== Dataset records ==

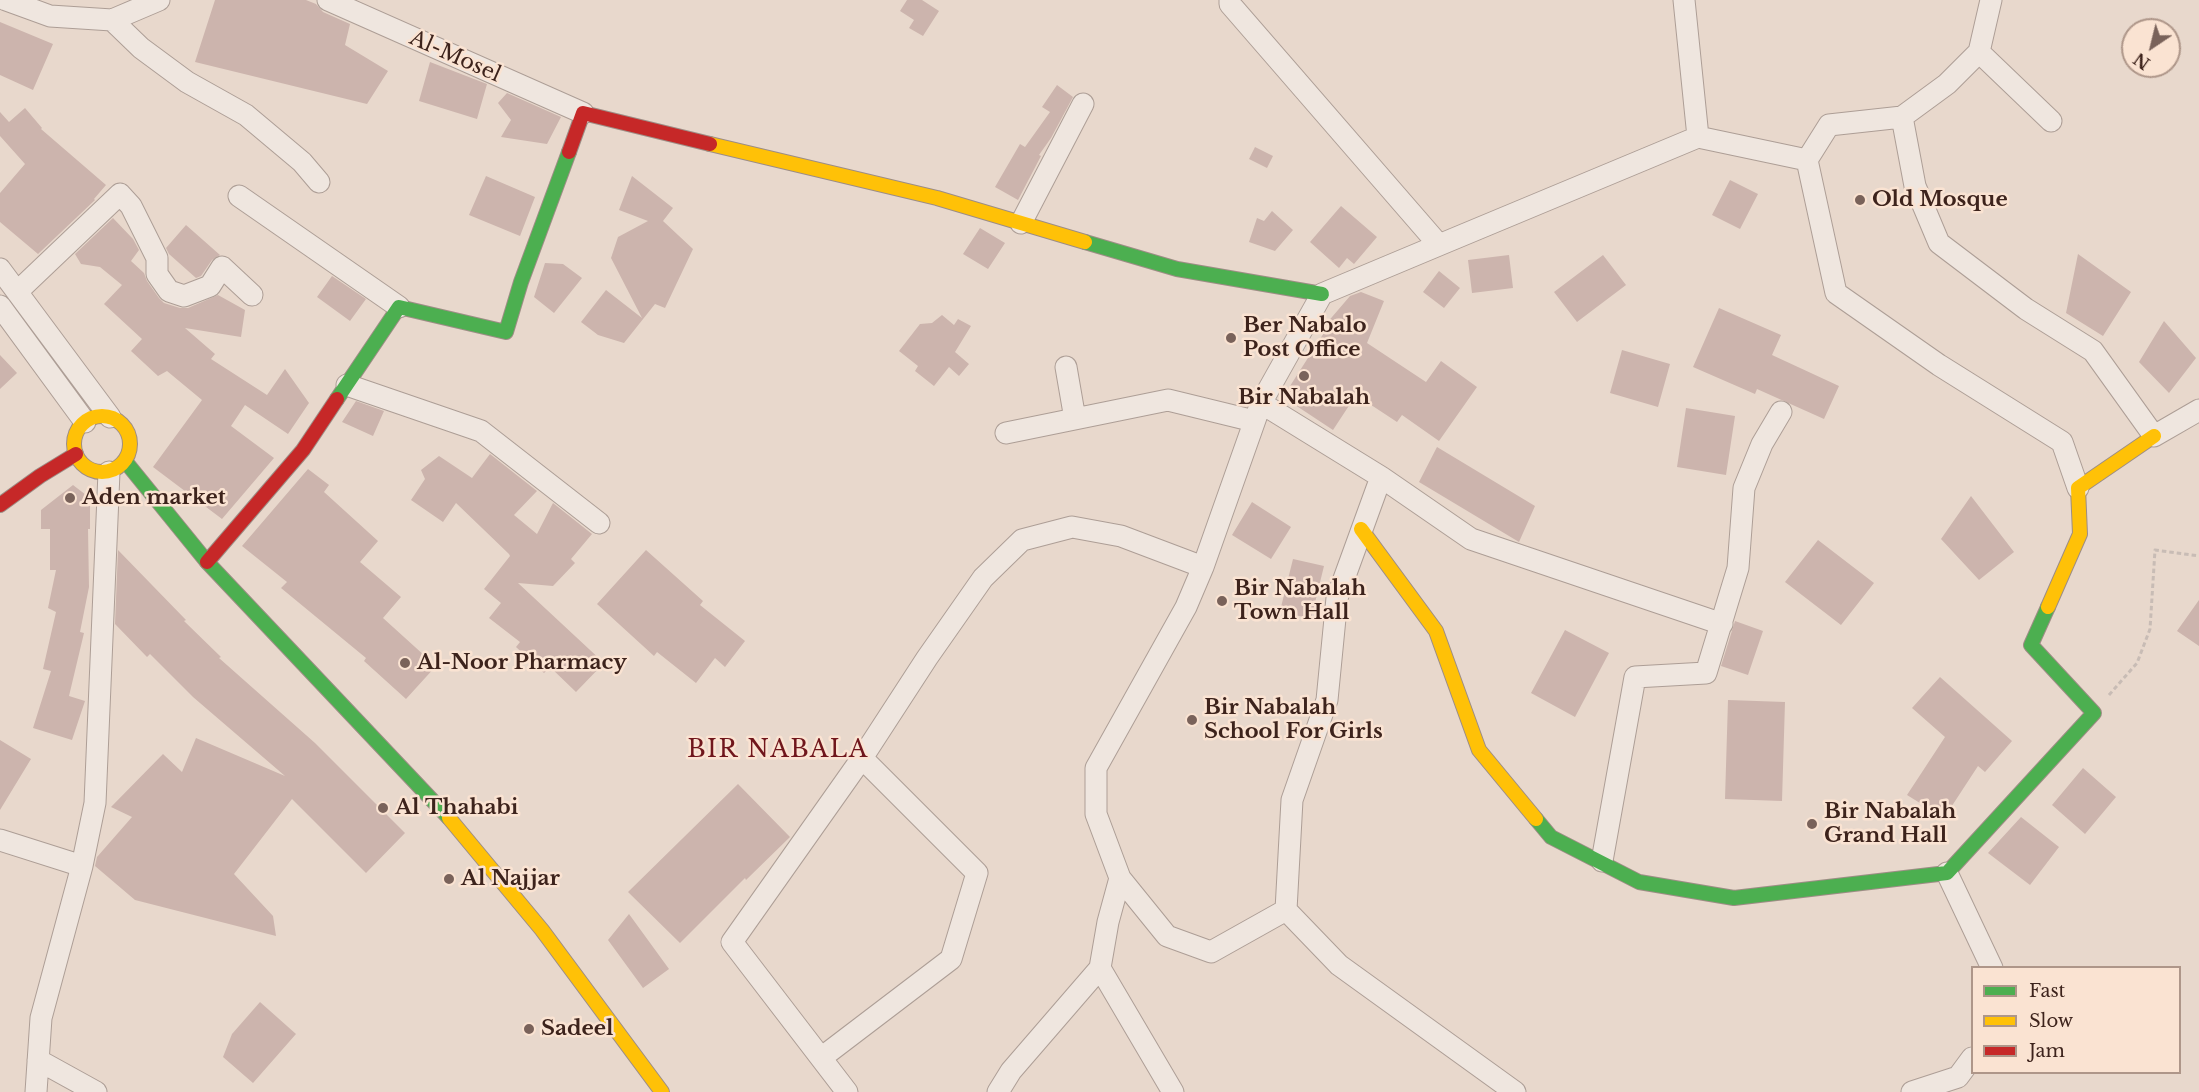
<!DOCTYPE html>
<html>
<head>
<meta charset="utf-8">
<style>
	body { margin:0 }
	#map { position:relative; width:2199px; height:1092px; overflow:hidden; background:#e8d8cc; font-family:"Libre Baskerville",serif }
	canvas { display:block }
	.legend { position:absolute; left:1971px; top:966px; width:210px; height:108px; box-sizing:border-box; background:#fae3d2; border:2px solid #ae9689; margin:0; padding:8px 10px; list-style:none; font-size:18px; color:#3d231c }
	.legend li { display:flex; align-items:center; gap:12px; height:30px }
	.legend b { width:30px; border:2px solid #ae9689 }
	.north { position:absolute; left:2121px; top:18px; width:60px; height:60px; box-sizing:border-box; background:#fae3d2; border:2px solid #ae9689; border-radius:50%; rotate:215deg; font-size:16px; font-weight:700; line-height:24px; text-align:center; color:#3d231c }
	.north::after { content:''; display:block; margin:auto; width:21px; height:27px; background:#79625a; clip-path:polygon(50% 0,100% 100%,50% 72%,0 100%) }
</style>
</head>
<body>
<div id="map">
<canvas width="2199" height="1092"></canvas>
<ul class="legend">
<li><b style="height:8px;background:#4caf50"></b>Fast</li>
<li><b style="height:8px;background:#ffc107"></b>Slow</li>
<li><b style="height:8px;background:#c62828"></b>Jam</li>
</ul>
<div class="north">N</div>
</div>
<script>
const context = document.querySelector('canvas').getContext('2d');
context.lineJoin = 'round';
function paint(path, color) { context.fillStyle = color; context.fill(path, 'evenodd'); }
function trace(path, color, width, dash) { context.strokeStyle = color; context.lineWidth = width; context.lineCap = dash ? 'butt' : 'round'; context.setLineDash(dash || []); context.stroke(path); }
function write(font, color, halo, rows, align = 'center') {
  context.font = font + ' "Libre Baskerville",serif'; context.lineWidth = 5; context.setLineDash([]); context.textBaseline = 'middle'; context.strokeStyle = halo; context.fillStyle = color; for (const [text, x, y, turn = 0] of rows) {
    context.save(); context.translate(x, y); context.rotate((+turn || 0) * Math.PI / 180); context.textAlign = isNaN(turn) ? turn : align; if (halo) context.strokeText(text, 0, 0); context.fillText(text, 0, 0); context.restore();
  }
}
const building = new Path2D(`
	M215 0H306L316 4 323 12 350 24 345 45 388 71 367 104 195 62Z
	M907 0H922L939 11 923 36 909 28 914 20 900 11Z
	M0 22 53 44 33 90 0 75Z
	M430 62 487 84 477 119 419 101Z
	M1057 85 1073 97 1051 138 1039 155 1041 156 1018 200 995 187 1020 144 1025 147 1050 112 1042 107Z
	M507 93 561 117 547 144 501 137 511 120 498 103Z
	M25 108 42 128 41 129 106 185 94 199 95 200 38 254 0 222V193L25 164 0 136V112L9 122Z
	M1255 147 1273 156 1267 168 1249 159Z
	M486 176 535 197 520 236 469 215Z
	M632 176 673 208 663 221 693 249 665 308 655 304 624 343 598 335 581 322 606 290 642 318 611 258 618 237 648 221 619 210Z
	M1730 180 1758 194 1740 229 1712 215Z
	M1341 206 1377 237 1354 264 1347 258 1339 268 1310 242Z
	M1272 211 1293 230 1275 251 1249 242 1257 218 1264 221Z
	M113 218 133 239 139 250 131 261 144 273 147 281 159 298 164 303 180 308H188L218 295 245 310 241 337 185 328 215 354 211 359 267 395 285 369 309 403 288 434 245 405 231 426 274 458 222 519 153 467 202 400 167 371 158 376 131 351 142 339 104 304 122 285 100 267 81 264 75 254Z
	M186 225 220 255 212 260 201 276 196 278 169 254 166 248Z
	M980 228 1005 243 988 269 963 254Z
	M2078 254 2131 292 2103 336 2066 313Z
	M1509 255 1513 288 1472 293 1468 260Z
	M1603 255 1626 285 1577 322 1554 292Z
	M545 263 563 264 582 278 554 313 534 297Z
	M1439 271 1460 288 1444 308 1423 292Z
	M332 276 366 299 350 321 317 297Z
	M1361 292 1384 301 1367 343 1426 382 1441 361 1477 387 1439 441 1402 415 1397 422 1356 395 1333 430 1283 397 1329 325 1326 324 1350 296Z
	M1719 308 1781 335 1772 355 1839 386 1824 419 1757 389 1755 394 1693 367Z
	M942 315 954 325 958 319 971 326 955 352 969 364 959 376 949 367 934 386 915 371 918 366 899 351 920 324 932 323Z
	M2164 321 2196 358 2169 393 2139 362Z
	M1622 350 1670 364 1658 407 1610 393Z
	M0 355 17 373 0 389Z
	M356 401 384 411 373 436 342 422Z
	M1686 408 1735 416 1726 475 1677 467Z
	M1437 447 1535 506 1519 542 1419 482Z
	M490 454 537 491 514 515 537 534 553 503 592 534 571 559 575 563 553 586 518 583 604 663 576 692 550 667 544 673 516 647 520 642 489 618 501 603 484 589 510 556 509 554 456 503 443 522 411 500 425 479 421 470 439 456 472 478Z
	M308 469 329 485 324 492 378 541 360 562 401 597 383 618 436 666 406 699 364 661 366 658 281 588 287 582 242 546Z
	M73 485 90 498V529H88L89 587 80 632 84 633 69 696 85 701 72 740 33 728 51 671 43 669 56 612 48 608 56 570H50V529H41V510Z
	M1971 496 2014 552 1979 580 1941 539Z
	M1252 502 1291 527 1271 559 1232 535Z
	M1818 540 1874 583 1841 625 1785 582Z
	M118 550 186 620 184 621 221 657 219 658 315 743 405 833 366 873 292 799 234 874 273 916 276 936 135 900 95 866 97 857 132 817 111 807 163 754 182 772 196 738 285 776 193 697 150 654 147 657 115 624Z
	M646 550 703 601 700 605 745 641 725 667 715 658 696 683 657 652 654 656 597 604Z
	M1293 559 1324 566 1311 619 1280 611Z
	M2199 600V646L2177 631Z
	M1735 621 1763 631 1748 675 1721 666Z
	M1565 630 1609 653 1575 717 1531 693Z
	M1940 677 2012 741 1985 772 1978 766 1944 818 1907 795 1945 737 1912 708Z
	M1728 700 1785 702 1782 801 1725 799Z
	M0 740 31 759 0 810Z
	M2083 768 2116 797 2085 834 2052 805Z
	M738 784 790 837 746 880 745 878 680 943 628 892Z
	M2021 817 2059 847 2030 885 1988 853Z
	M629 914 669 969 643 988 608 940Z
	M260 1002 296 1034 253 1083 223 1057 232 1034Z`);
const path = new Path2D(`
	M2109 695 2137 663 2150 629 2155 550 2199 556`);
const street = new Path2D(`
	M6 0 50 16 112 20 159 0
	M328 0 583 113
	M1230 0V4L1439 245 1698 137 1684 0
	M112 20 141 48 187 82 246 115 302 162 319 182
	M1979 52 1991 0
	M1902 117 1915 186 1939 243 2026 309 2093 351 2154 436 2199 410
	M1698 137 1807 160 1829 125 1902 117 1947 84 1979 52 2051 121
	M1807 160 1836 293 1939 365 2062 442 2078 488
	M239 196 399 307
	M1021 223 1083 104
	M0 269 110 417
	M17 292 120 194 131 206 157 258V274L169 291 184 296 210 286 222 267 252 295
	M0 306 85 422
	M1066 367 1075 419
	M347 385 481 431 599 523
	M1261 403 1381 477 1471 539 1722 624
	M1006 433 1168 400 1254 421
	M1381 477 1337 598 1327 700 1292 800 1286 910 1339 965 1515 1092
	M0 840 82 866 95 803 109 472
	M1602 861 1635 677 1706 673 1738 568 1744 488 1762 444 1781 412
	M1947 873 1992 968
	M1286 910 1211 952 1167 936 1120 878 1096 814V768L1186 607 1203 567 1261 403 1322 294 1439 245
	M1100 968 1173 1092
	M821 1058 951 959 977 873 862 758
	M38 1060 96 1092
	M36 1092 41 1018 82 866
	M847 1092 732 942 862 758 927 658 983 578 1022 540 1072 527 1121 536 1203 567
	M998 1092 1011 1071 1100 968 1108 922 1120 878
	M1912 1092 1958 1077 1972 1058`);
const fast = new Path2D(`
	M1085 242 1177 269 1322 294
	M337 399 399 307 506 332 521 282 569 152
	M125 461 207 562 449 818
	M1536 819 1551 837 1639 882 1734 898 1947 873 2094 713 2031 645 2048 607`);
const slow = new Path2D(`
	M710 144 937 198 1085 242
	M74 444a28 28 0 1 1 56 0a28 28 0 1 1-56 0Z
	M1361 529 1436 631 1479 750 1536 819
	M2048 607 2080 534 2078 488 2154 436
	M449 818 542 930 662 1092`);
const jam = new Path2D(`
	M569 152 583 113 710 144
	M0 505 40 476 76 454
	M207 562 303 450 337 399`);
const markers = [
	[1860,200,6,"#79625a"],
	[1231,338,6,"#79625a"],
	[1304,376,6,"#79625a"],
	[70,498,6,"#79625a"],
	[1222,601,6,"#79625a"],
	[405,663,6,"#79625a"],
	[1192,720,6,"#79625a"],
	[383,808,6,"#79625a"],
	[1812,824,6,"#79625a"],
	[449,879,6,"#79625a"],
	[529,1029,6,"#79625a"]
];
const streetNames = [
	["Al-Mosel",455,57,24]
];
const poiNames = [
	["Old Mosque",1872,200],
	["Ber Nabalo",1243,326],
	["Post Office",1243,350],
	["Bir Nabalah",1304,398,"center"],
	["Aden market",82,498],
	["Bir Nabalah",1234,589],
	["Town Hall",1234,613],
	["Al-Noor Pharmacy",417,663],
	["Bir Nabalah",1204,708],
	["School For Girls",1204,732],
	["Al Thahabi",395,808],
	["Bir Nabalah",1824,812],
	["Grand Hall",1824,836],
	["Al Najjar",461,879],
	["Sadeel",541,1029]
];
const quarterNames = [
	["BIR NABALA",778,750]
];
paint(building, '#ccb4ad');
trace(street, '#ad9e96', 23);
trace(fast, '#9d8d85', 16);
trace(slow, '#9d8d85', 16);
trace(jam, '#9d8d85', 16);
trace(path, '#c8bcb5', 3, [4.5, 3]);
trace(street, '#efe6df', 21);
trace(fast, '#4caf50', 14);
trace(slow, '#ffc107', 14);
trace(jam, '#c62828', 14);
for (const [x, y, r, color] of markers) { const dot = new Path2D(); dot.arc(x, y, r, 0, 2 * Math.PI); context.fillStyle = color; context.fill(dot); trace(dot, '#fae3d2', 2); }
write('21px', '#3d231c', '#fae3d2', streetNames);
write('bold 21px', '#3d231c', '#fae3d2', poiNames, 'left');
context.letterSpacing = '1.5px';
write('24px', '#70161c', '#fae3d2', quarterNames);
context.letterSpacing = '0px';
</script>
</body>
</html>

===

• **Exercise instructions**: Find how many lines in the entries include the string "halo", and state only the number.

• **Task result**: 3